This article is based on a talk given at the event “Guarding a Good Deposit: Authentic Anglicanism Today,” hosted by the Prayer Book Society of NSW and St John’s Cathedral Parramatta.
I write as a lay Anglican, and also as an academic historian. I shall firstly address a broad cultural issue which underscores why I believe the Authentic Anglicanism Report is not only timely, but also acutely necessary.1 I shall then offer a reflection on the enduring richness of authentic Anglicanism, which is something we ought to steward. This richness of authentic Anglicanism is correctly summarised in the report in four elements—the primacy of Scripture, the confessional basis of our tradition, the liturgical character that ties our confessional doctrine to our lived practices, and an episcopal governance to safeguard the truth of the faith.
Ahistoricism
I argued recently in my book Priests of History that our contemporary Western culture has an intuitive bent towards ahistoricism.2 I believe we are living in what I term the “Ahistoric Age”, which is beset both by widespread ignorance of history, as well as a sense that the past is irrelevant in our era of rapidly advancing technology and its relentless proffering of opportunities for self-creation. By ahistoricism I do not mean merely the chronological snobbery that C. S. Lewis described almost a century ago. The Ahistoric Age encompasses far more. In the 21st century, the conception of the “good life” consists of being “true to yourself” and of “living your best life”, which is made possible by the acquisition of material goods and pleasurable experiences, and untethering yourself from any larger claim on your life and freedom. The past seems not only irrelevant to the ways we desire to live, but also an oppressive hindrance.
In this context, at least in the West, it ought not surprise us that there is a risk for Christians to become acculturated to this kind of ahistoricism. But the biblical vision of being a Christian is profoundly counter-cultural. In contrast to unrestrained individual freedom, it is a vision of being caught up in God’s sovereign purposes and intentions for our world, and of adoption into Christ’s body—the church, his “chosen people, royal priesthood, his treasured possession” (1 Pet 2:9). “For once, you were not a people, but now you are the people of God” (1 Pet 2:10).
Ahistoricism has very real effects on doctrine, worship, and ministry, as well as on the Christian life and witness. When we do not ground ourselves in the long-established orthodox teachings and habits of discipleship, we become acutely susceptible to embracing our culture’s idols, even unknowingly, precisely because we do not see where we have departed from orthodoxy and orthopraxy.

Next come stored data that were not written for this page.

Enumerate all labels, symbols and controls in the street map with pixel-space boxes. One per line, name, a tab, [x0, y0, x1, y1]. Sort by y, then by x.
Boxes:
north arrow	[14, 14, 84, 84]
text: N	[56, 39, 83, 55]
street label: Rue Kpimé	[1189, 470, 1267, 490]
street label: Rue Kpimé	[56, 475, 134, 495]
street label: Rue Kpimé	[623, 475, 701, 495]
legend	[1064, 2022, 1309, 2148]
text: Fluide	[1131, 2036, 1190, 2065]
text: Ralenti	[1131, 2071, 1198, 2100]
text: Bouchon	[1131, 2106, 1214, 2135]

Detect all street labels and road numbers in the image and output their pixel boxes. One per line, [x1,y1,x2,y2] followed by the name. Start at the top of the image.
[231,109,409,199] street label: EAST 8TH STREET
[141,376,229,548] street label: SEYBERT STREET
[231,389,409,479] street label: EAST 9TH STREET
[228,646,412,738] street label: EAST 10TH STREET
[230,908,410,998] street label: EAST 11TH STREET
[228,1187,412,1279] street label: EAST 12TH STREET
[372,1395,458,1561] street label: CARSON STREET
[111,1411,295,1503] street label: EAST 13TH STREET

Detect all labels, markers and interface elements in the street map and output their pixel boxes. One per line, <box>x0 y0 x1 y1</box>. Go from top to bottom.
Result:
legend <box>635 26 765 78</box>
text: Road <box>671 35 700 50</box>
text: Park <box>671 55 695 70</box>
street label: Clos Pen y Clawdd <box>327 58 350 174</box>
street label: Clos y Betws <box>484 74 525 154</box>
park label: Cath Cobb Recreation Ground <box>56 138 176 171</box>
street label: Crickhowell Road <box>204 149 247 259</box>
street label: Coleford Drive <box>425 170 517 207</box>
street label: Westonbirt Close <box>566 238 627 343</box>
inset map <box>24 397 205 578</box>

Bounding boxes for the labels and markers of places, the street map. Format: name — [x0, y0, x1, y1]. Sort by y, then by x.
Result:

In contemporary culture, ignorant of the orthodox historical beliefs and practices of the church, the Authentic Anglicanism Report is acutely necessary. In clearly articulating the confessional, liturgical, and episcopal characteristics of our Anglican identity and the primacy of Scripture, it enables us to sharpen our vision and see where our current practices might be embracing cultural idols rather than biblical principles.
Here are some brief illustrations:
First, in terms of the confessional basis of our faith and the primacy of Scripture, there is, globally speaking, what I have termed a “doctrinal drift” today, away from the historical orthodox doctrine, for example in terms of the unanimous historical orthodox doctrine of human sexuality and gender. It is this latter aspect of culture which prompted the Authentic Anglicanism Report.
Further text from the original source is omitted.